Mass. First Lady Calls Media Racist
Media coverage of a governor’s taxpayer-financed extravagance is racist according to his attorney wife, who offers a newspaper’s description of his pricey luxury sedan—a departure from the less expensive model used by his predecessor—as evidence.
Massachusetts First Lady Diane Patrick, a partner at a major global law firm, accuses the state’s largest newspaper of racism for calling her husband’s taxpayer-financed Cadillac upgrade as “tricked out.” Shortly after taking office in 2007, Deval Patrick exchanged the cheaper Crown Victoria traditionally used as a state car for the more expensive ($46,000) Cadillac DeVille.

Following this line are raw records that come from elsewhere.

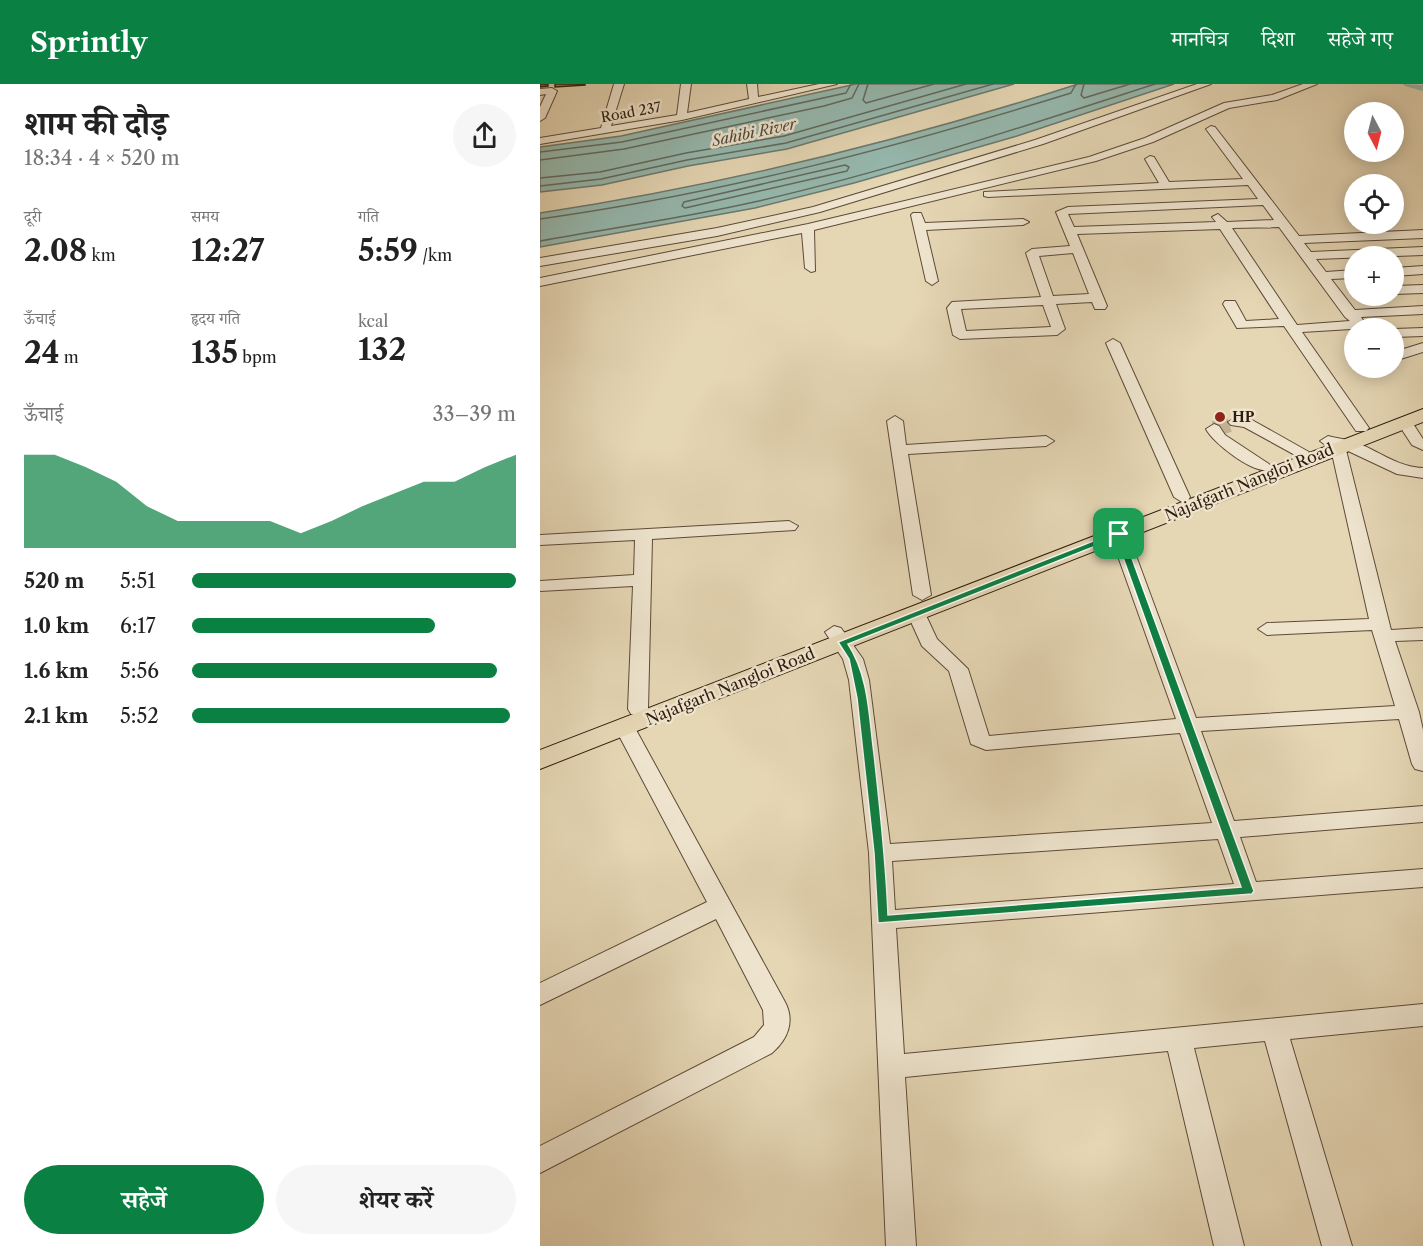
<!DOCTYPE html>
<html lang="hi">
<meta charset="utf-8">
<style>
body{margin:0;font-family:"Libre Caslon Text","Noto Serif Devanagari",serif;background:#f6f6f6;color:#222;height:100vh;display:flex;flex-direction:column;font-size:22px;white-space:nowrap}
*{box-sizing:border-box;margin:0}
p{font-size:20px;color:#767676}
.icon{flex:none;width:33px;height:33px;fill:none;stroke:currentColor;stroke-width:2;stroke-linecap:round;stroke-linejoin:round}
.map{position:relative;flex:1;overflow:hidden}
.details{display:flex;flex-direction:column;background:#fff;width:540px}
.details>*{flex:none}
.needle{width:39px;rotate:173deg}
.buttons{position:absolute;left:804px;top:18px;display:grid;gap:12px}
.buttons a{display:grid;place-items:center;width:60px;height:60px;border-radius:50%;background:#fff;box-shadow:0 3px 15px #0003;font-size:30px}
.pin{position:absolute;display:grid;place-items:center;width:51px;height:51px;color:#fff;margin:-26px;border-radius:12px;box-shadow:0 3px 9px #0006}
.round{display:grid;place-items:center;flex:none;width:63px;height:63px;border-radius:32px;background:#f6f6f6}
.headline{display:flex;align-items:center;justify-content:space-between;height:102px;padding:0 24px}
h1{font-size:33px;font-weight:700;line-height:45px}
.figures{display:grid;grid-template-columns:repeat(3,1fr);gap:9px;height:102px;padding:6px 24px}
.figures div{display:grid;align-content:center}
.figures b{font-size:30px;font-weight:700}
.figures small{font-size:16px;font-weight:400}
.figures p{font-size:16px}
.chart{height:168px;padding:12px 24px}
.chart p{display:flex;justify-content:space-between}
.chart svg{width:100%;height:108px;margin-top:6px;fill:#0b8043;opacity:.7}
.button{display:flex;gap:12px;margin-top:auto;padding:12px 24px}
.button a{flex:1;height:69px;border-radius:36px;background:#0b8043;color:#fff;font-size:24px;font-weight:700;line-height:69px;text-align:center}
.button a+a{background:#f6f6f6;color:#222}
ul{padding:0 24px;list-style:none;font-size:20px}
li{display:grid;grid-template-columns:96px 72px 1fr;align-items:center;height:45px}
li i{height:15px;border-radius:8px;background:#0b8043}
header{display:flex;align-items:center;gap:36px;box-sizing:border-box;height:84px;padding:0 30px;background:#0b8043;color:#fff}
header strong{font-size:28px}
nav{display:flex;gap:33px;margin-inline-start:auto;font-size:21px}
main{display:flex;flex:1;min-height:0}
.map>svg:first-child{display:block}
.water{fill:#96b9af;stroke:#6d7a6e;stroke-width:1.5}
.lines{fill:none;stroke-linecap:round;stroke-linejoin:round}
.shore{stroke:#636a5e;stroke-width:1.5}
.canal{fill:#96b9af;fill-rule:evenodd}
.minor-tunnel{stroke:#c1b193;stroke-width:16;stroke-dasharray:16 8;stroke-linecap:butt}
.minor-casing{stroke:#5d4a37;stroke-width:2}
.major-casing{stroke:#301c0d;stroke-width:2}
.minor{fill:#eee4ce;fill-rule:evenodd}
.major{fill:#e5d6b4;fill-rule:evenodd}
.wall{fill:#ad7353;stroke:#301c0d;stroke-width:1.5}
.shaded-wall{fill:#8d5e43;stroke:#301c0d;stroke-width:1.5}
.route{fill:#0b8043;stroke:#fff;stroke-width:1.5;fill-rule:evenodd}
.poi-dot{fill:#8f2418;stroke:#eee4ce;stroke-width:2}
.labels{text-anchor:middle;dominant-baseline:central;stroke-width:5;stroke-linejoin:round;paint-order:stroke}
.far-street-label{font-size:14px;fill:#301c0d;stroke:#eee4ce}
.far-poi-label{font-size:14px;font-weight:bold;fill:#301c0d;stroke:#eee4ce;text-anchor:start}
.far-water-label{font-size:15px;font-style:italic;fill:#4f4b3e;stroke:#eee4ce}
.street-label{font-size:16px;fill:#301c0d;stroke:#eee4ce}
</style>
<header>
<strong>Sprintly</strong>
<nav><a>मानचित्र</a><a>दिशा</a><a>सहेजे गए</a></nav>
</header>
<main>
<section class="details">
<div class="headline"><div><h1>शाम की दौड़</h1><p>18:34 · 4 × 520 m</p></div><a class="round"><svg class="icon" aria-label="share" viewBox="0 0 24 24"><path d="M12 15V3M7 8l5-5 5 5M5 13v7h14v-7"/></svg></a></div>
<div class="figures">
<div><p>दूरी</p><b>2.08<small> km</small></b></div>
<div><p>समय</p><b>12:27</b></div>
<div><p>गति</p><b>5:59<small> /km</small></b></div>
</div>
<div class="figures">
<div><p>ऊँचाई</p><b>24<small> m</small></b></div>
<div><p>हृदय गति</p><b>135<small> bpm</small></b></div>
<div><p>kcal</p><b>132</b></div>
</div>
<div class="chart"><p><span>ऊँचाई</span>33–39 m</p>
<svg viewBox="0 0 160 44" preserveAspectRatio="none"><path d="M0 44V6L10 6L20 11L30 17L40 27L50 33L60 33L70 33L80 33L90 38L100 33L110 27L120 22L130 17L140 17L150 11L160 6V44z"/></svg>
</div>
<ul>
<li><b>520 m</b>5:51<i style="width:100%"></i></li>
<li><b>1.0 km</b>6:17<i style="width:75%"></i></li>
<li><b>1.6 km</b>5:56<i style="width:94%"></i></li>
<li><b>2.1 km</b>5:52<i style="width:98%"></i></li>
</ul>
<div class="button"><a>सहेजें</a><a>शेयर करें</a></div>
</section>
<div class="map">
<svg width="883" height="1162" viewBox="0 0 883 1162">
<rect width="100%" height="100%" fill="#e5d6b4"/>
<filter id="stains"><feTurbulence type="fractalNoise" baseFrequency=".00333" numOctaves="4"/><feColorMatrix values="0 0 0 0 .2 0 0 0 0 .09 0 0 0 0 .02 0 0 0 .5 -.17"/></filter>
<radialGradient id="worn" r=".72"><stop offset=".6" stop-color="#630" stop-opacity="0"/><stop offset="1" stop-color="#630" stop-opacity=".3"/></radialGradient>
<g class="water">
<polygon points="316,0 474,0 247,65 148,82 62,101 0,108 0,63 81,52"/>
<path d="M538,0H634L477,52L314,99L215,124L0,163V129C183,101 362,57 538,0Z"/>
</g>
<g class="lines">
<g class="shore">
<polyline points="328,0 323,16 326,19 394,0"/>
<polyline points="544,0 541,11 544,14 590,0"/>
<polyline points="0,68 82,58 306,9 311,0"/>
<polyline points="0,76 84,65 284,22 312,14 319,0"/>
<polygon points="305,81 309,83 307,87 145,124 142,122 144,118"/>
<polyline points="0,94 60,88 146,69 244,52 426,0"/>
<polyline points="0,102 61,95 147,76 246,59 453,0"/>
<path d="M0,135C181,110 357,63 531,9L536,0"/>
<path d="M0,157C71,144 144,134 214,118C350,87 482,43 615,0"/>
</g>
<polygon class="canal" points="863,0 883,1 883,7 865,2"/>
<polyline class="minor-tunnel" points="674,345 696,338"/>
<g class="minor-casing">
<g id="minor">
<polygon points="74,0 84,0 71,42 137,31 141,0 151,0 147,29 209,15 207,0 217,0 218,13 279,0 297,0 142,36 0,60 0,54 61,44"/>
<polygon points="657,0 671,0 503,60 280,128 177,152 0,182 0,174 177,144 273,123 495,56"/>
<polygon points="763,0 777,0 737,16 689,24 613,58 556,77 274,146 275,187 271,188 265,184 262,149 0,202 0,194 268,140 549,73 605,54 684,19 732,11"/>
<polygon points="0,5 12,4 17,7 5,34 0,37 0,23 6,10 0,11"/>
<path d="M671,42L675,43L759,152L883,146V154L764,159L771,168L883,163V171L776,175L786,188L814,186V194L791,195L815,226L883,222V230L821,233L828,244L762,248L829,344L826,347H816L744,242L697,244L683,220L685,217H695L706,237L739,235L680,145L537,150L567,222L565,225H555L552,218L516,220L525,245L517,251L420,255L413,251L407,224L412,218L501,213L486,169L492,165L530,162L516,128L528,123L718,115L708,101L448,113L444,112V108L619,99L605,75L610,72L614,73L629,98L703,95L666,45ZM723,121L734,136L687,138L678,130L672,133L676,138L534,143L528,130ZM739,143L805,233L810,237L757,241L692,144ZM533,169L549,210L513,212L499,172ZM503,221L511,243L426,247L421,225Z"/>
<polygon points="373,129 381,129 385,139 483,135 489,138 483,141 386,146 398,197 392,201 386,197 371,131"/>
<polygon points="883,182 883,190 854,192 854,184"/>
<polygon points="883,201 883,209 854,210 854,202"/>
<polygon points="883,244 883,252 854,253 854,245"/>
<polygon points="573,255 580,259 650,413 648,417 642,418 634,413 566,259"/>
<polygon points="883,259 883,268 854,277 854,268"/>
<polygon points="355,332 363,337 366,361 506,352 514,357 506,362 368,370 391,511 382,516 373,511 347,337"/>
<polygon points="696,333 712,336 769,368 767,371 755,371 704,343 691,341 688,338"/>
<polygon points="865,333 870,335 883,355 883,366 872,361 857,338"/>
<path d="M674,340L679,342L685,351L729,380L731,383L729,386C713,390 673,359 666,345Z"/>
<path d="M788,352C799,355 808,355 820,360C841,369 859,383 883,384V394L857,390L806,366L851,546L883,544V556L855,557L879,628L883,646V687L875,685L872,680L859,635L661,647L694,737L883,722V738L700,753L716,798L883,785V803L356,844L364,970L883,920V942L750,955L812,1162H782L725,957L654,964L704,1162H674L628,967L365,993L376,1162H346L329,769L309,596L303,575L285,548L294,542L301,544L323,575L329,596L350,760L672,739L640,649L446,666L431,660L409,587L382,562L367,529L376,523L383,525L397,555L428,585L449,652L636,635L570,450L579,445L588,450L656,634L855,622L832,546L727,551L718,545L727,539L829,535L791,365L780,357ZM678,755L694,800L355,826L352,777Z"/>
<polygon points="249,437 258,442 255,446 112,455 108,625 105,630 91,630 88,625 93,502 0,507 0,497 94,491 95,456 0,461 0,451"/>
<path d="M85,637L92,639L95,644L245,918C255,937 248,955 232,969L0,1089V1062L214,953L224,941L223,926L176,835L0,921V899L167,818L75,644L78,639Z"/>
</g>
</g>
<g class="major-casing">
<polygon id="major" points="883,325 883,338 0,685 0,666"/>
</g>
<use href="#minor" class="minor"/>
<use href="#major" class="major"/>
</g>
<polygon class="wall" points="15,0 45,0 45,1 15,3"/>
<polygon class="shaded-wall" points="0,0 8,0 8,2 0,3"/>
<path class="route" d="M576,448L583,450L714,807L712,810L338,839L334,769L317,614L309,575L298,558ZM576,454L701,803L348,831C346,777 340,724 334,670C329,633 329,592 308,560Z"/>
<circle class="poi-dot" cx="680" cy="333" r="6"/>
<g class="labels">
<g class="far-street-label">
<text transform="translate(91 28) rotate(-10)">Road 237</text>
</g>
<g class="far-poi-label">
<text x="692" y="333">HP</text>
</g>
<g class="far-water-label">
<text transform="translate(214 48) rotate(-12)">Sahibi River</text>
</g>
<g class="street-label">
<text transform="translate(709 398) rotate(-22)">Najafgarh Nangloi Road</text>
<text transform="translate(190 602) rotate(-22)">Najafgarh Nangloi Road</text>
</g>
</g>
<rect width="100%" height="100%" filter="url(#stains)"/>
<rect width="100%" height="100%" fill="url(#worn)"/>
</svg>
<div class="buttons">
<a><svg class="needle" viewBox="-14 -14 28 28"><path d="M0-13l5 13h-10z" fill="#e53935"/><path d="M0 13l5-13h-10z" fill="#767676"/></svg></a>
<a><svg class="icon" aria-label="locate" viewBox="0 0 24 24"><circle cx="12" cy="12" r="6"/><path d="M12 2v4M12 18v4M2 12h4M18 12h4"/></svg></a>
<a>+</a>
<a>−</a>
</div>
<div class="pin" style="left:579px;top:450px;background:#1e9e55"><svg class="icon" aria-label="arrive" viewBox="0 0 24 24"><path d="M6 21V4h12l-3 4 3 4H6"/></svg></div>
</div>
</main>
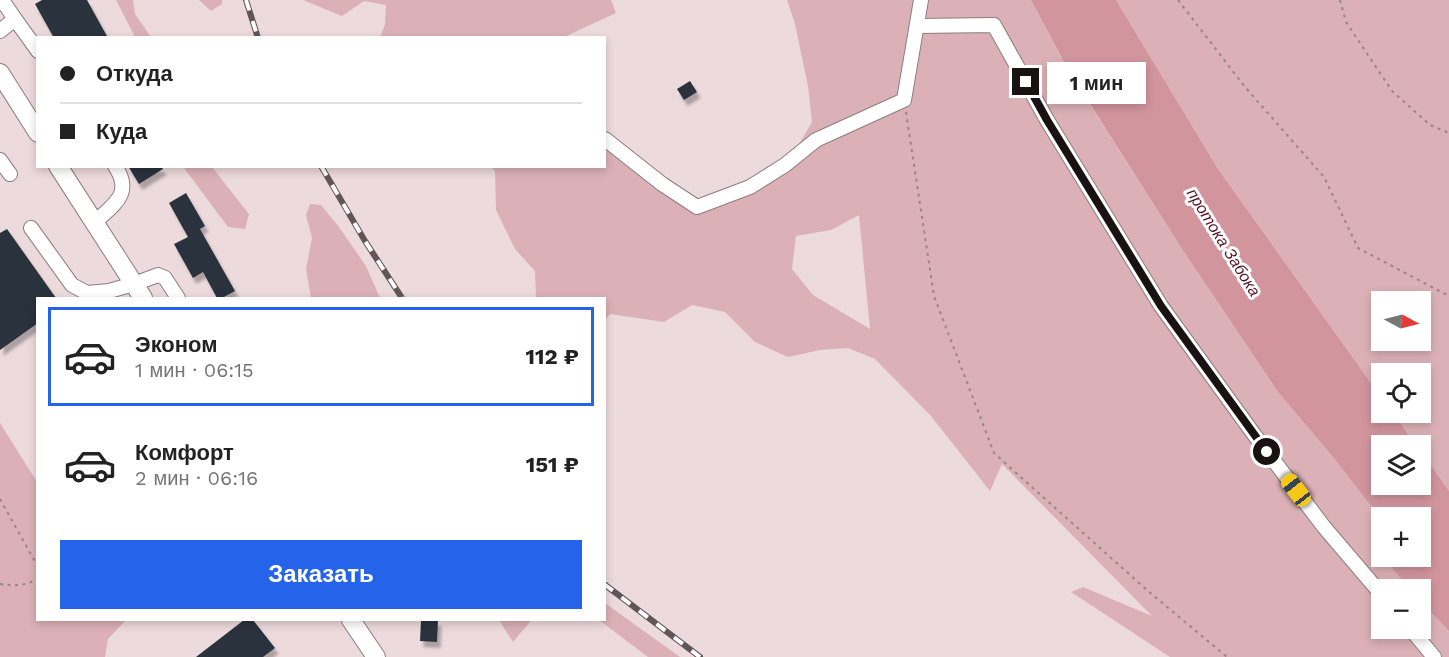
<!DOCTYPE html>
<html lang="ru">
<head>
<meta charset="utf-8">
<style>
  :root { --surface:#fff; --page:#f6f6f6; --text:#222; --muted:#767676; --line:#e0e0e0; --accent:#2563eb }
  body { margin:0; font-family:"Work Sans",sans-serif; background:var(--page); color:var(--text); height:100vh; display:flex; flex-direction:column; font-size:22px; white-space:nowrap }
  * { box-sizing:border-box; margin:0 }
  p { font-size:20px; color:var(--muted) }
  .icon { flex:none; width:33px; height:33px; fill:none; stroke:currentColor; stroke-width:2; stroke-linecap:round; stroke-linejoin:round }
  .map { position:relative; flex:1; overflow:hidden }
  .drawer { position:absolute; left:36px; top:297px; width:570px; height:324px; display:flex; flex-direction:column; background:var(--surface); border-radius:0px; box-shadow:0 3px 9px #0003 }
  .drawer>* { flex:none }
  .top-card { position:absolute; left:36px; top:36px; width:570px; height:132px; border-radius:0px; box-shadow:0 3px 9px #0003; display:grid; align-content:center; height:132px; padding:0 24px; background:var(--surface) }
  .needle { width:39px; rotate:97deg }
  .tools { position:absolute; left:1371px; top:291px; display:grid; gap:12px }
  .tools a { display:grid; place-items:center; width:60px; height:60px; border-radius:0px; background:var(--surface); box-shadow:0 3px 9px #0003; font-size:30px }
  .end { position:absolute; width:27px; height:27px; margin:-14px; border:8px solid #181212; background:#fff; box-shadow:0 0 0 3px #fff }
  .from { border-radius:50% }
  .bubble { position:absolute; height:42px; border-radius:0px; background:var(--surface); box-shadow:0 3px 9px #0003; font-size:20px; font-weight:700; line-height:42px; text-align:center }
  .car { position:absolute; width:18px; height:36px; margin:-18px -9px; border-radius:8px; box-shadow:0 0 4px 2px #0007; background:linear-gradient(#f5c518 24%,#345 0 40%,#f5c518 0 76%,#345 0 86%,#f5c518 0) }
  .top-card b { display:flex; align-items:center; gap:21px; height:57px; font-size:22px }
  .top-card b+b { border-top:2px solid var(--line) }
  .top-card i { width:15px; height:15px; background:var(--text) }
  ul { padding:10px 0 0; list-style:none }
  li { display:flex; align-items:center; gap:18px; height:99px; margin:0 12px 9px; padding:0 12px; border:3px solid transparent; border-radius:0px }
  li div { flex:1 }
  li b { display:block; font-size:22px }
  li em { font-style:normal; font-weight:700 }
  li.on { border-color:var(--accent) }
  li>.icon { width:54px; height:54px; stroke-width:1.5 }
  .action { display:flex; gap:12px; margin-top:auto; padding:12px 24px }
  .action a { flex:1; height:69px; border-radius:0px; background:var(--accent); color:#fff; font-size:24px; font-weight:700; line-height:69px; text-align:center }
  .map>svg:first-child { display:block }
</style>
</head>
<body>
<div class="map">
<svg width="1449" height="657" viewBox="0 0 1449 657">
  <defs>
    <filter id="shadow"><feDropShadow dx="3.5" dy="6" stdDeviation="1.5" flood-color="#0004"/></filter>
  </defs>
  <rect width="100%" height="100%" fill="#eddadc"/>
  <path fill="#dbb1b7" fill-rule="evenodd" d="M116,0H133L135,14L151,37H135Z
    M199,0H222V4L211,11Z
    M303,0H611L616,13L564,37L380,38L385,24L386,5L364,1L342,16Z
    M787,0H1031L1067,69L1184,252L1278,392L1333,457L1381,519L1382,556L1384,557V559L1410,589L1382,590V628H1420L1421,602L1449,631V657H1170L1071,592L1083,587L1152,616L1002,464L990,491L931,416L875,359L848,348L820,350L788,357L755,342L725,312L692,305L664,322L610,314L605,320L604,298H536L535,271L515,249L496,210L495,171L491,167L604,166L605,131L693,202L770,174L798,146L812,122L808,86L795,24ZM859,215L870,329L813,295L792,269L796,236L831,230Z
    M1116,0H1449V491L1421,451L1420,446L1416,445L1393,413L1420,412V374H1382L1381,397L1218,169ZM1382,302H1420V340H1382Z
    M185,167H212L249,214L245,229L228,227L184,168Z
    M310,204L321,205L339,227L366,266L380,298H311L306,269L312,238L306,215Z
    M0,423L37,482L38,620H126L108,639L105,657H0Z
    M605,603L680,657H648L599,620H604Z
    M499,620H531L529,623L513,642Z"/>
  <path fill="#d2959e" d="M1031,0H1116L1218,169L1381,397L1382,412L1393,413L1416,445L1382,446V484H1420L1421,451L1449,491V631L1421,602L1420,590L1410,589L1384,559V557L1420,556V518H1382L1381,519L1333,457L1278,392L1184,252L1067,68Z"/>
  <path fill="#2a333d" filter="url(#shadow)" d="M42,0H87L108,38H54L35,4Z
    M690,81L697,92L684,100L677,89Z
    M128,166H161L163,169L139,184Z
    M186,193L205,226L200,229L235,291L222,298H217L203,272L193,278L174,244L188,237L169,203Z
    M7,229L56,298H38V323L0,350V233Z
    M244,620H253L275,648L263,657H196Z
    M421,620H438L437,642L420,641Z"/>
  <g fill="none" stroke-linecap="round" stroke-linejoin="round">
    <g stroke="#8d7c7e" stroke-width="16">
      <path id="minor" d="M15,19L38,51
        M917,26L994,25L1047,120L1161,306L1253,433L1324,527L1382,595
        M0,31L15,19L2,0
        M605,139L662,184L697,207L750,187L785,165L816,140L904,100L921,0
        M0,160L10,174
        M94,223C113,205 134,194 115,166
        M31,228L72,285L87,293L109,291L134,284L158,275L165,278L178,298
        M1410,628L1434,657"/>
    </g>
    <g stroke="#8d7c7e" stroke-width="20">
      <path id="major" d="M0,73L38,133
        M58,166L143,298
        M351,620L376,657"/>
    </g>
    <path stroke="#948788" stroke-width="2" stroke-dasharray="3 4.5" stroke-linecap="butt" d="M1178,0L1245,87L1324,177L1358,248L1449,296
      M1340,0L1346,22L1392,91L1430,125L1449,133
      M906,112L934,296L994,453L1148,591L1227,657
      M0,499L38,567
      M0,584C15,586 24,586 38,579"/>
    <use href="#minor" stroke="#fff" stroke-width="14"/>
    <use href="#major" stroke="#fff" stroke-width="18"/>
    <g stroke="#615657" stroke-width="6">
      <path id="rail" d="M246,0L258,38
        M321,166L365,241L402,298
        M604,584L700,657"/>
    </g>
    <use href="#rail" stroke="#fff" stroke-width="4" stroke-dasharray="11" stroke-linecap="butt"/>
  </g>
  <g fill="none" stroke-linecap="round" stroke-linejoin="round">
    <path stroke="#181212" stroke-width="8" d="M1026,82L1047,120L1161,306L1267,452"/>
  </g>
  <g text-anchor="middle" stroke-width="6" stroke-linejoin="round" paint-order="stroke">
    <g font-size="16" font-style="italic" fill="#580f24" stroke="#fff">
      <text transform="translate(1224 242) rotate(58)" y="6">протока Забока</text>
    </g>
  </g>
</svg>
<div class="tools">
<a><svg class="needle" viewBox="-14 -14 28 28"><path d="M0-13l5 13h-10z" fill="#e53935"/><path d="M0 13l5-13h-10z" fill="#767676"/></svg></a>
<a><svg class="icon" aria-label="locate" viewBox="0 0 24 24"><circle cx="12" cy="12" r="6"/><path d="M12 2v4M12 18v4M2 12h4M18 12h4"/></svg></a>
<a><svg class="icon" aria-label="layers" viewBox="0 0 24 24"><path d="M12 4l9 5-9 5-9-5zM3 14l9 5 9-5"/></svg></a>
<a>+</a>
<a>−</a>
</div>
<i class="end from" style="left:1267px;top:452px"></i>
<i class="end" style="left:1026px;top:82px"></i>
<div class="bubble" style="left:1047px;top:62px;width:99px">1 мин</div>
<i class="car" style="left:1296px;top:490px;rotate:322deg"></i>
<div class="top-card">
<b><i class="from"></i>Откуда</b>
<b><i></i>Куда</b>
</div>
<section class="drawer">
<ul>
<li class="on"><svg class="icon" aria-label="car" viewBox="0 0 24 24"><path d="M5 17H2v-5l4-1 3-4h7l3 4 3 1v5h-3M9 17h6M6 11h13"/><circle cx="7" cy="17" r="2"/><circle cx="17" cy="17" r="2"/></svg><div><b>Эконом</b><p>1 мин · 06:15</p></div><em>112 ₽</em></li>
<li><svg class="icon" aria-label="car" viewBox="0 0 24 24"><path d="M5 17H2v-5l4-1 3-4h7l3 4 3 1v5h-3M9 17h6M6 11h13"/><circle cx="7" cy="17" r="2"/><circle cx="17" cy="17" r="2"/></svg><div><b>Комфорт</b><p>2 мин · 06:16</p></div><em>151 ₽</em></li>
</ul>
<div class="action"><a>Заказать</a></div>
</section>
</div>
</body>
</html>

It was one of several questionable expenditures of public funds by the independently wealthy governor whose state is in a dire financial crisis. He also spent thousands of dollars on new furniture and curtains for his office, used a state helicopter to chauffer him around and hired a $72,000-a-year aide to schedule interviews for his busy wife.
She assures that the term “tricked out” is, not only racist but inaccurate because her husband’s fancy state car doesn’t have boom boxes or speakers on the outside. The paper’s editor explains to the Juris Doctor that the term has no racist implications but rather is a 100-year-old synonym for decorated or adorned.
Deval, who made headlines for becoming the state’s first black governor, has been involved in a variety of controversies in his short tenure. A former Clinton Justice Department attorney in charge of civil rights, the governor has publicly said he believes illegal immigrants should get drivers licenses and in-state college tuition. He even killed a Massachusetts policy that allowed state troopers to detain illegal aliens.
Deval has also come under fire for working to reverse a longtime state law that allows employers broad access to the criminal records of potential employees. His plan seeks to ban employers’ access to the criminal records because he believes it discriminates against the convicted felon.